岩手県普代村出身の銀次選手は、今季から選手会長に就任した。東北を襲った東日本大震災から5年が経過。チームとして、そしてファンに対して、自分にできることは何かと考える日々が続く。「(震災が起きたことを)一生、忘れてはいけないです。東北の代表として、やらなければならないことがたくさんあります。野球を通じて、勇気や元気、笑顔を届ける活躍をしたい」と、常々口にする。あの時に支えてくれた方々に対して恩返しをすることの責任。そして、復興の過程にある東北の震災を絶対に風化させてはいけないという使命。熊本地震の発生後には、「前回は自分たちが支えてもらいました。今度は自分たちに何ができるか考えていきたいです」と神妙な面持ちで話した。強くて、優しい選手会長は、行動力でチームを引っ張る。選手間で話し合い、全員で募金活動を行う提案を球団に持ち掛けた。
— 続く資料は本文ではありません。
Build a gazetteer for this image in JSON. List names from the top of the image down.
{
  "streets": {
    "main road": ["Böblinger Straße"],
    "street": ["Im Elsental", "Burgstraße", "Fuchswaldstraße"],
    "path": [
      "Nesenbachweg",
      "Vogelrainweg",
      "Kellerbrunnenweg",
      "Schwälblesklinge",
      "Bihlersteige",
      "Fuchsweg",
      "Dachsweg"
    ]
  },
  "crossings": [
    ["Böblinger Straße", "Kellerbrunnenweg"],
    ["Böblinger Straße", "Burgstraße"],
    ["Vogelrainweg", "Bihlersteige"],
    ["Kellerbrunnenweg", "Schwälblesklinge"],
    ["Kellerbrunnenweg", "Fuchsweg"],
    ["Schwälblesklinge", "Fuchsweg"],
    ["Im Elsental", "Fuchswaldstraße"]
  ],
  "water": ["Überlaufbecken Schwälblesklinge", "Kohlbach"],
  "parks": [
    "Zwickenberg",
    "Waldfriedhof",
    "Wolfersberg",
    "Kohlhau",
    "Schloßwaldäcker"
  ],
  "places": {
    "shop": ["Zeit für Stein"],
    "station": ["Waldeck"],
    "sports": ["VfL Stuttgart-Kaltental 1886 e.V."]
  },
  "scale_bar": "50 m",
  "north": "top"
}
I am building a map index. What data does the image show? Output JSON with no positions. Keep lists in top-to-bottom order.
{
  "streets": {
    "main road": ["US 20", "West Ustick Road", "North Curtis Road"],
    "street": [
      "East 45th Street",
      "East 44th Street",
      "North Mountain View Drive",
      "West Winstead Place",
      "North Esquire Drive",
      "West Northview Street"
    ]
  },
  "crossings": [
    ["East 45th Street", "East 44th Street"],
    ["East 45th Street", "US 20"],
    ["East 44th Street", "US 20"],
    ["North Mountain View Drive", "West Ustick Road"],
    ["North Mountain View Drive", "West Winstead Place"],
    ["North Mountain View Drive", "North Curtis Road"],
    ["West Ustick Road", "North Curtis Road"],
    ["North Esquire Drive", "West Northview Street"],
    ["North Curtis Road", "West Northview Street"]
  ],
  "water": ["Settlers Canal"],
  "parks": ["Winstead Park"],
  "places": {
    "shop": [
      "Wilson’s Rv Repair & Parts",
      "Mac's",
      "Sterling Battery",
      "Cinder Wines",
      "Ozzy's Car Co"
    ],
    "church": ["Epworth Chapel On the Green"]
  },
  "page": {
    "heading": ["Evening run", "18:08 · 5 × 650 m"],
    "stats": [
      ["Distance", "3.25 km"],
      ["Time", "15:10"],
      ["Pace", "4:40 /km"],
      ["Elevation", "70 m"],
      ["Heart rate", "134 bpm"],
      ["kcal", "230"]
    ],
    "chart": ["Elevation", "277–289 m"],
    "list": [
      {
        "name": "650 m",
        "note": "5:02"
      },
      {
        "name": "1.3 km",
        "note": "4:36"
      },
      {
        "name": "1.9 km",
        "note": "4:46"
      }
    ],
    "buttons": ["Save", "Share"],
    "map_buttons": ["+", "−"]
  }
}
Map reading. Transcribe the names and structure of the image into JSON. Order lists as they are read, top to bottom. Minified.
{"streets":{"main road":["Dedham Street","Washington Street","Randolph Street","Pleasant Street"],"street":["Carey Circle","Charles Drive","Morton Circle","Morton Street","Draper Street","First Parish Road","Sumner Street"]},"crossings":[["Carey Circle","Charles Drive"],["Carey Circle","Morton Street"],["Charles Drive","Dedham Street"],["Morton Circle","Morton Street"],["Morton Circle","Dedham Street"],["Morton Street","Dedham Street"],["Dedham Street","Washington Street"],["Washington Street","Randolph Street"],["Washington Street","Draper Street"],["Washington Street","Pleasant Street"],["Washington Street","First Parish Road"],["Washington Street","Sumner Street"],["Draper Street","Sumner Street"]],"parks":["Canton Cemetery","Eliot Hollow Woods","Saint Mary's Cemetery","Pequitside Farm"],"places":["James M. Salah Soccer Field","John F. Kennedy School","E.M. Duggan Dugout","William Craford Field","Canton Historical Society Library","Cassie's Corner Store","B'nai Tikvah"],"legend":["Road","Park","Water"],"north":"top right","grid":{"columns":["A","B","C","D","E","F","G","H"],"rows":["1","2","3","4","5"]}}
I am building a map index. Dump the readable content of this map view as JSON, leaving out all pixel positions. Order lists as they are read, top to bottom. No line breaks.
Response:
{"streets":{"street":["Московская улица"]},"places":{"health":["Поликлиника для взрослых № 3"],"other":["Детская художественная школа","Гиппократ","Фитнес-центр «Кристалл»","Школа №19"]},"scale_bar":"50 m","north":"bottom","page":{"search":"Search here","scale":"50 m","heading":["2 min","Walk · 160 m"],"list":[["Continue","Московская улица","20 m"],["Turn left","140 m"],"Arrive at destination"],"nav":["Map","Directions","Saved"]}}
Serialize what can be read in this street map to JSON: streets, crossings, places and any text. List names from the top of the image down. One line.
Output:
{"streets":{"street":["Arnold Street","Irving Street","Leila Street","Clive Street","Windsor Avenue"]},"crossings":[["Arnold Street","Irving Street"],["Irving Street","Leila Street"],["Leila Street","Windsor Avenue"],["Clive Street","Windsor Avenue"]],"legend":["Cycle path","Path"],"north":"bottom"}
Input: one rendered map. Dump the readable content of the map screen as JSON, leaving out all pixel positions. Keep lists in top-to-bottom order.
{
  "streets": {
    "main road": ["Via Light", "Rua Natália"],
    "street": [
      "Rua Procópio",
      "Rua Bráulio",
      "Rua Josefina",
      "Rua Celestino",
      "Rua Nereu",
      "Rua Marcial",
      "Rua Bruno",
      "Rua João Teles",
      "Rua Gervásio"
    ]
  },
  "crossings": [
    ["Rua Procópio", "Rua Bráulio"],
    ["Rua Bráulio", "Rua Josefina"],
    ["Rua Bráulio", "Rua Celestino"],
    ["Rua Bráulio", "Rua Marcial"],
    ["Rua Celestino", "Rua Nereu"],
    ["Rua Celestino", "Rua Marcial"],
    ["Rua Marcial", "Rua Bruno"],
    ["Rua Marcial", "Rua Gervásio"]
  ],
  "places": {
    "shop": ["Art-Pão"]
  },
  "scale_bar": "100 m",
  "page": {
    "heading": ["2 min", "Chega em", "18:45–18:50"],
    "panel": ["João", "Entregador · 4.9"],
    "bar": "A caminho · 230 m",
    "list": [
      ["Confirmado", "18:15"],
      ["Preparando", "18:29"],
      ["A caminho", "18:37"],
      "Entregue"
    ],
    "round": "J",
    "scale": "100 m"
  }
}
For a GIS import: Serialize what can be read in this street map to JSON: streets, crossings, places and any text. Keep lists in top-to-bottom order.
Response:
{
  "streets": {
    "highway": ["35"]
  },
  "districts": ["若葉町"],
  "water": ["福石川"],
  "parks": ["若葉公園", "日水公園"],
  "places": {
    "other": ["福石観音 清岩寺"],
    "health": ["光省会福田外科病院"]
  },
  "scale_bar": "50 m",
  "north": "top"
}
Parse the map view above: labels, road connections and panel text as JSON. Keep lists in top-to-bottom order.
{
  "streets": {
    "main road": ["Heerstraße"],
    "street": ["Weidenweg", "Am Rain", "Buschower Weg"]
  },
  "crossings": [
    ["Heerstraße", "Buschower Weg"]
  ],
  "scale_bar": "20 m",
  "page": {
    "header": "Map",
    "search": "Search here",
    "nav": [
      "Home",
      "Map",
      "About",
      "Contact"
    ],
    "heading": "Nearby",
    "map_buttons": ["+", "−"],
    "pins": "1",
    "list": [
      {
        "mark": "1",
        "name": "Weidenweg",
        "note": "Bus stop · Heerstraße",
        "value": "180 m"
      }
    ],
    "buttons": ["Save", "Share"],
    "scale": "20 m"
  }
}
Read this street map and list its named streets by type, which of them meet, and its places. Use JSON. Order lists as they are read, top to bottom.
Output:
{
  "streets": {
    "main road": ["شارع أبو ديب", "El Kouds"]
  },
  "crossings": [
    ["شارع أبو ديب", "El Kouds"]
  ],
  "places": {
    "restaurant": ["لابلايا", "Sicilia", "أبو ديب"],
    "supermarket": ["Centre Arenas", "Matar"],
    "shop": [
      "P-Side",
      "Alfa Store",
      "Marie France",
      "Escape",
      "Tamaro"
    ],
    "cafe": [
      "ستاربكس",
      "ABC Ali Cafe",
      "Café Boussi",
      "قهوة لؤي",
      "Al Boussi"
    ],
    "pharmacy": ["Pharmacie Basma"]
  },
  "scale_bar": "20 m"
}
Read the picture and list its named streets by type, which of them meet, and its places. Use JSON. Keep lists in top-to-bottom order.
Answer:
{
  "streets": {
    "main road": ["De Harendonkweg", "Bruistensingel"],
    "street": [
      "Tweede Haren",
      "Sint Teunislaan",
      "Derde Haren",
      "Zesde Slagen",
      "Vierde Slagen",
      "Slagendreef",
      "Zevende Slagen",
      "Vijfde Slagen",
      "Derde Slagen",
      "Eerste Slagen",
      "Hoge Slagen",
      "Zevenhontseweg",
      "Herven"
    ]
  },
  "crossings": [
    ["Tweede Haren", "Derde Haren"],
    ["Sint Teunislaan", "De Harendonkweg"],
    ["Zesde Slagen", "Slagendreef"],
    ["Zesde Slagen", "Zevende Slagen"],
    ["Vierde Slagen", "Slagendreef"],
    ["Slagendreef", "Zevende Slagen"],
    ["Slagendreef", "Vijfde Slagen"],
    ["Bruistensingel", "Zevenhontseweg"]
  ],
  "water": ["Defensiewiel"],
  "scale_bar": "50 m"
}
4月19日の夜。オリックスとの延長戦に敗れ、連敗は6に伸びた。年に一度の東京での主催試合「楽天グループデー」を終え、片付けに追われながらも、地下の一室でホワイトボードを前に話し合う職員たち。30人近い選手が同時に参加する募金活動をスムーズに運営するためにはどうすれば良いか。大規模な募金活動を安全に進めるためには、多くの人手と準備を要することになる。議論は遅くまで続いたが、銀次選手からの要望に職員も胸が熱くなった。選手からの有難い申し出・心意気にみんなで応えたい。震災を経験した東北の球団として、九州のために協力したい気持ちは、選手も職員も同じだ。しかし、一つの疑念が残っていた。4月10日に球団通算700勝を達成して以降、一週間以上も勝利から遠ざかっている。この重苦しい状況の中、全選手が参加する募金活動を本当に行って良いのだろうか?もし、次の試合に敗れたら・・・。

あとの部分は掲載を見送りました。